Using Marvin for Structured Data Extraction

[posts] July 12, 2023

I’ve been following the “AI engineering framework” marvin for several months now. In addition to openai_function_call, it’s currently one of my favorite abstractions built on top of a language model. The docs are quite good, but as a quick demo, I’ve ported over a simplified version of an example from an earlier post, this time using marvin.

import json
import marvin
from marvin import ai_model

from pydantic import (
    BaseModel,
)
from typing import (
    List,
)

marvin.settings.llm_model = "gpt-3.5-turbo-16k"

class Ingredient(BaseModel):
    name: str
    quantity: float
    unit: str

@ai_model
class Recipe(BaseModel):
    title: str
    description: str
    duration_minutes: int
    ingredients: List[Ingredient]
    steps: List[str]

# read the recipe from a text file
with open("content.txt", "r") as f:
    content = f.read()

recipe = Recipe(content)
print(json.dumps(recipe.dict(), indent=2))

The result:

{
    "title": "KL Hokkien Mee",
    "description": "Savoury chewy noodles smothered in a sweet salty soy sauce with prawns, pork belly, cabbage, and gai-lan. The perfect meal for dinner or lunch.",
    "duration_minutes": 30,
    "ingredients": [
        {
            "name": "thick egg noodles",
            "quantity": 400.0,
            "unit": "grams"
        },
        {
            "name": "pork belly",
            "quantity": 1.0,
            "unit": "cup sliced"
        },
        {
            "name": "large shrimp",
            "quantity": 0.75,
            "unit": "cup peeled and deveined"
        },
        {
            "name": "Napa cabbage",
            "quantity": 1.0,
            "unit": "cup thinly sliced"
        },
        {
            "name": "gai lan",
            "quantity": 1.0,
            "unit": "cup chopped"
        },
        {
            "name": "chicken stock",
            "quantity": 0.25,
            "unit": "cup unsalted"
        },
        {
            "name": "garlic",
            "quantity": 2.0,
            "unit": "cloves minced"
        },
        {
            "name": "vegetable oil",
            "quantity": 0.5,
            "unit": "tablespoon"
        },
        {
            "name": "dark soy sauce",
            "quantity": 1.5,
            "unit": "tablespoon"
        },
        {
            "name": "kecap manis",
            "quantity": 1.0,
            "unit": "tablespoon"
        },
        {
            "name": "white granulated sugar",
            "quantity": 0.5,
            "unit": "tablespoon"
        },
        {
            "name": "cornstarch",
            "quantity": 0.5,
            "unit": "tablespoon"
        },
        {
            "name": "water",
            "quantity": 0.5,
            "unit": "cup"
        }
    ],
    "steps": [
        "In a bowl, combine Sauce ingredients as listed above.
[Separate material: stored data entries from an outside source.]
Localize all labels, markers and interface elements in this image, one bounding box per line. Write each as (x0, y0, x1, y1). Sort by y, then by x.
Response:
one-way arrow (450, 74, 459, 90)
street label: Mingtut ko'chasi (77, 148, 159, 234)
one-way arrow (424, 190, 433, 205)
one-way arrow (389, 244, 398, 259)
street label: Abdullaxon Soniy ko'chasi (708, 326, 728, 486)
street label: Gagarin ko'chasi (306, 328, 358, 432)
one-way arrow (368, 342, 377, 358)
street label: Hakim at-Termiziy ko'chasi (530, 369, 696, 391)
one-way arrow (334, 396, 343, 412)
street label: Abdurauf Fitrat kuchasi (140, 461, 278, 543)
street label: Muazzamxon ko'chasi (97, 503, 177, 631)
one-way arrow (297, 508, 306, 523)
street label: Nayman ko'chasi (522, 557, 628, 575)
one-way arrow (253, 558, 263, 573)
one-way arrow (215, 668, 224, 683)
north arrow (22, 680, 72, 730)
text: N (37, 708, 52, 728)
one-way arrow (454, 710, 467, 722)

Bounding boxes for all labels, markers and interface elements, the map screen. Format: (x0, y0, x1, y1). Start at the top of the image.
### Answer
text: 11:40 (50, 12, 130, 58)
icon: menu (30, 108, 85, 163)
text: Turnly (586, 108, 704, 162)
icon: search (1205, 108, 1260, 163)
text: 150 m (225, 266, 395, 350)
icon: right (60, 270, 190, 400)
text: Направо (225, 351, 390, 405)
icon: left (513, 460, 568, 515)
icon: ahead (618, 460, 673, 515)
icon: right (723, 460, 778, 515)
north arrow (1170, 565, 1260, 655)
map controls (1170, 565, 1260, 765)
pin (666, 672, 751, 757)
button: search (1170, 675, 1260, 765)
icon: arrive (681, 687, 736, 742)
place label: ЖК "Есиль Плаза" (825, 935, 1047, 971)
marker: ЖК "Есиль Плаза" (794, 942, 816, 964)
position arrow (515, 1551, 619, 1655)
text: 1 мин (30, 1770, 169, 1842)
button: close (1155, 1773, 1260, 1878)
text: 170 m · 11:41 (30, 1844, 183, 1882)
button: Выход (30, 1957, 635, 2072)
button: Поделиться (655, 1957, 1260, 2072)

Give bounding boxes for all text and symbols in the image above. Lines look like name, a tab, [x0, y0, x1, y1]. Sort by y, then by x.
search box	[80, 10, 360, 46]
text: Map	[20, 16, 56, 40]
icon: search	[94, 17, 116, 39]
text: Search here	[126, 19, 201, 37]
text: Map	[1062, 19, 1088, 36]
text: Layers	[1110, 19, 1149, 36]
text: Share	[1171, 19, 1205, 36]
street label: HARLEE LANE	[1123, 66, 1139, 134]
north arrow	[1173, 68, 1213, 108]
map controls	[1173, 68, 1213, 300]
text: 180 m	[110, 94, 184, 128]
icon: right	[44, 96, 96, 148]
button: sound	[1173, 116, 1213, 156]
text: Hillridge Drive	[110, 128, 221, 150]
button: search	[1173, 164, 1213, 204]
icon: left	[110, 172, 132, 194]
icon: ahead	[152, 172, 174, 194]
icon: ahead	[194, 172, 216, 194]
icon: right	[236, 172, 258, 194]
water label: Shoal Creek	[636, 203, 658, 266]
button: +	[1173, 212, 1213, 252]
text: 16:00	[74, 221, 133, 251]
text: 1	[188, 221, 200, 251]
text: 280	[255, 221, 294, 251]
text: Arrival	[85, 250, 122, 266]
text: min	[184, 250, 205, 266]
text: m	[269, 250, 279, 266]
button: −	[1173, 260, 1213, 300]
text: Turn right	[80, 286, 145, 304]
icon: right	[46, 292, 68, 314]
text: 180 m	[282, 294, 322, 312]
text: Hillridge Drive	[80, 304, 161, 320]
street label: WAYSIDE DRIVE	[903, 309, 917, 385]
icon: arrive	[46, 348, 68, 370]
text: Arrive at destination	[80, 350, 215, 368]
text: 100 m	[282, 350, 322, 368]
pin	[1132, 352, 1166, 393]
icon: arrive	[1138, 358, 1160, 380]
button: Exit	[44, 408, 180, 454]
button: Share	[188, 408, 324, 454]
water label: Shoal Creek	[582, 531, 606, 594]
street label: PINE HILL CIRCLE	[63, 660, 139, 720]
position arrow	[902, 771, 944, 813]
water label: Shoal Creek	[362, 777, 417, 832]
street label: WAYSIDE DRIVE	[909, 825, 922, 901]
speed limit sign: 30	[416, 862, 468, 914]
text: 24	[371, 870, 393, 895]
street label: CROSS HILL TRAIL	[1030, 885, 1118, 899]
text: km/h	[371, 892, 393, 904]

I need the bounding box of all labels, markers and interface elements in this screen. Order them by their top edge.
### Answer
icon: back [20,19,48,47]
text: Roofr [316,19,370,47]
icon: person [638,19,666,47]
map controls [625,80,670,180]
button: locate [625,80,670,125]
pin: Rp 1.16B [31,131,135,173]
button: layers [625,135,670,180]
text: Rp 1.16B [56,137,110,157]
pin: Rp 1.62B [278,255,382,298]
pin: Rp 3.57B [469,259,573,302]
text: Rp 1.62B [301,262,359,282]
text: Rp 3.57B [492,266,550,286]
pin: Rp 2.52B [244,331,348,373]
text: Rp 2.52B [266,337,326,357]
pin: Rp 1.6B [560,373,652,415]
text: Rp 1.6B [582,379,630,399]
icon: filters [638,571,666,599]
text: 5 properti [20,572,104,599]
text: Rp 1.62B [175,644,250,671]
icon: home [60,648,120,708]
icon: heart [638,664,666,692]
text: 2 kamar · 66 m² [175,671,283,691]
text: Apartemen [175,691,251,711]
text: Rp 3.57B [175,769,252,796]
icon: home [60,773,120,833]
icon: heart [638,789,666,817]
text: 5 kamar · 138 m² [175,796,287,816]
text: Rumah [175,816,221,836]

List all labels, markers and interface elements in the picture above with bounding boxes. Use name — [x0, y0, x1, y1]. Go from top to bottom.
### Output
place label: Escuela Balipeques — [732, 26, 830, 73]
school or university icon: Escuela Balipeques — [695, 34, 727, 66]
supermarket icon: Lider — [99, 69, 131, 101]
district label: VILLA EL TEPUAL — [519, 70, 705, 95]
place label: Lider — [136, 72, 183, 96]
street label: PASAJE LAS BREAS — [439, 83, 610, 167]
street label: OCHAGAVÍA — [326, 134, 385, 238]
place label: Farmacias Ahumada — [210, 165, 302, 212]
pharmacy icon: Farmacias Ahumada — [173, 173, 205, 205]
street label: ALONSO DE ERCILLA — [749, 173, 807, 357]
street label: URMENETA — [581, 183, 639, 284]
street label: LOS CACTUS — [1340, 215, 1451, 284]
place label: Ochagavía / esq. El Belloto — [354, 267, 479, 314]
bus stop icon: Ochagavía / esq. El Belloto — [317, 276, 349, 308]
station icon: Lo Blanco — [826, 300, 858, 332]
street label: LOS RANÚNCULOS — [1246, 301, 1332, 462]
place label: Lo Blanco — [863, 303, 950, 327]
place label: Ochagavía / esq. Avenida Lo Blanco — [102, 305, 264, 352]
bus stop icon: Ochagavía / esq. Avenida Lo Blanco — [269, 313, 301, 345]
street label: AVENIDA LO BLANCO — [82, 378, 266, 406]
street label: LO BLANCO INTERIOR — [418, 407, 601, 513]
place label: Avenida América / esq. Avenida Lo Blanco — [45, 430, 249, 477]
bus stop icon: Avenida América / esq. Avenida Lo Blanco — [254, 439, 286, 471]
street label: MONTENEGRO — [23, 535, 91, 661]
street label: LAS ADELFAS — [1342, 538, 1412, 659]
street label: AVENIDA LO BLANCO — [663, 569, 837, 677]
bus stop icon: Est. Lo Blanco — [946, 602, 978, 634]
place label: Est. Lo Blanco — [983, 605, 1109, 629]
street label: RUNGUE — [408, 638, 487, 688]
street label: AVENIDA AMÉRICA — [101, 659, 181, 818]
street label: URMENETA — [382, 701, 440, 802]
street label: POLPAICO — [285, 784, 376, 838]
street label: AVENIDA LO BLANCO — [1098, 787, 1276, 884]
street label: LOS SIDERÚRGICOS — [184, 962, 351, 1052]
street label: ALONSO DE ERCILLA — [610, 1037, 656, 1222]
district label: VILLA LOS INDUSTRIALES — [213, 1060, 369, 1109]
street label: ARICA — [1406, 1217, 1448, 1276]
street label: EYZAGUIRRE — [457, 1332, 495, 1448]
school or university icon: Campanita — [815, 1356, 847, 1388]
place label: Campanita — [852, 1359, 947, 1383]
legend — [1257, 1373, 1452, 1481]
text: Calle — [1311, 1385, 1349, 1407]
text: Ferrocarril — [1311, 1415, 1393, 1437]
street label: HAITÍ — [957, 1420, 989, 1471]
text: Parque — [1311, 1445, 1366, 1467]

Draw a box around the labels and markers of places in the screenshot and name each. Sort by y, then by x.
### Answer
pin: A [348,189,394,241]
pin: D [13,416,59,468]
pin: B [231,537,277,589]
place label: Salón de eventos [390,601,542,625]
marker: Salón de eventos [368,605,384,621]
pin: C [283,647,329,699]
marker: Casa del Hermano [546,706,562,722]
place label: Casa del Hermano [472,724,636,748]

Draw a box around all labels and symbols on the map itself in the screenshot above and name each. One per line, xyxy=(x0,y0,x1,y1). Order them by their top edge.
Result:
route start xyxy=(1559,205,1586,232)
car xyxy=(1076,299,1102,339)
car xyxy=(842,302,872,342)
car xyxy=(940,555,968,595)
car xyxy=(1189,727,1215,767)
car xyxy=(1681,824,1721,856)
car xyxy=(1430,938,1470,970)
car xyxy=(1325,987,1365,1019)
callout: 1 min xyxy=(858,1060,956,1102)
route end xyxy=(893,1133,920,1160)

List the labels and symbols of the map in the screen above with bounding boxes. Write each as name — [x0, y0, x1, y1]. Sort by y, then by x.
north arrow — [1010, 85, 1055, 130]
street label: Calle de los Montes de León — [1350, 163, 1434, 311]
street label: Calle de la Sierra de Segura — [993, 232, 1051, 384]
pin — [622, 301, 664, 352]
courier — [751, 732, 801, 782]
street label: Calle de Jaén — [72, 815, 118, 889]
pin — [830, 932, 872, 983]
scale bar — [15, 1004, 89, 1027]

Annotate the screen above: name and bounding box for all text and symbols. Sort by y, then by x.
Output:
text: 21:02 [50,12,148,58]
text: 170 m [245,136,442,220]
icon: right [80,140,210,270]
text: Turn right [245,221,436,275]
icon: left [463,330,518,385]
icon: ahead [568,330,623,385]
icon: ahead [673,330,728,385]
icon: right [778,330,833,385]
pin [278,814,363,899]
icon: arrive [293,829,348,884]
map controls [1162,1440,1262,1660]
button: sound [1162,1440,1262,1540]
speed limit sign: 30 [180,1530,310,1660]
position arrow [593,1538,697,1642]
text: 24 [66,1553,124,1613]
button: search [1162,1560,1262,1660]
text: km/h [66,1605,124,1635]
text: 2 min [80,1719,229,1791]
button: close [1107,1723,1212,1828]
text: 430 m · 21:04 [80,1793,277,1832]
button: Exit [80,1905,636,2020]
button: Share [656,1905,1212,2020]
Set aside.",
        "In a wok filled halfway with water, bring to a boil. Blanch your noodles for only 20-30 seconds or until loosened. Strain immediately. Any longer and your noodles will be soggy.",
        "Dry your wok and over medium heat, add oil and pork belly. Fry until the pork belly has released some fat and is browned on the edges.",
        "Toss in garlic and shrimp. Fry until shrimp is 50% cooked.",
        "Increase heat to medium high. Add noodles and Sauce. Mix the sauce into noodles allowing the sauce to reduce a bit, about 45-60 seconds.",
        "Then add cabbage, gai-lan and chicken stock. Toss everything together and cook until there's a thin layer of sauce on the bottom of the wok. Remove off heat and enjoy!"
    ]
}

The code is clean and the result is good quality. The abstraction allows me to almost entirely avoid dealing with code that calls the language model. I get to think in data structures and code and the language model’s response is woven into the software using the primitives I define. However, the response isn’t exactly how I want it. I don’t like that additional suffixes are being included in some of the unit. For example, "unit": "cup unsalted". The following modification to the Ingredient class helps improve this

class Ingredient(BaseModel):
    name: str
    quantity: float
    unit: str
    details: Optional[str]

New output:

{
    ...
    "ingredients": [
        {
            "name": "thick egg noodles",
            "quantity": 400.0,
            "unit": "grams",
            "details": "loosened"
        },
        {
            "name": "pork belly",
            "quantity": 1.0,
            "unit": "cup",
            "details": "sliced"
        },
        {
            "name": "large shrimp",
            "quantity": 0.75,
            "unit": "cup",
            "details": "peeled and deveined"
        },
        {
            "name": "Napa cabbage",
            "quantity": 1.0,
            "unit": "cup",
            "details": "thinly sliced"
        },
        {
            "name": "gai-lan",
            "quantity": 1.0,
            "unit": "cup",
            "details": "chopped"
        },
        {
            "name": "chicken stock",
            "quantity": 0.25,
            "unit": "cup",
            "details": "unsalted"
        },
        {
            "name": "garlic",
            "quantity": 2.0,
            "unit": "cloves",
            "details": "minced"
        },
        {
            "name": "vegetable oil",
            "quantity": 0.5,
            "unit": "tablespoon",
            "details": ""
        },
        {
            "name": "dark soy sauce",
            "quantity": 1.5,
            "unit": "tablespoon",
            "details": ""
        },
        {
            "name": "kecap manis",
            "quantity": 1.0,
            "unit": "tablespoon",
            "details": "aka sweet soy sauce"
        },
        {
            "name": "white granulated sugar",
            "quantity": 0.5,
            "unit": "tablespoon",
            "details": ""
        },
        {
            "name": "cornstarch",
            "quantity": 0.5,
            "unit": "tablespoon",
            "details": ""
        },
        {
            "name": "water",
            "quantity": 0.5,
            "unit": "cup",
            "details": ""
        }
    ],
    ...
}

This mostly looks good. My only remaining complaint is that if no details are extracted, the field is still included as an empty string.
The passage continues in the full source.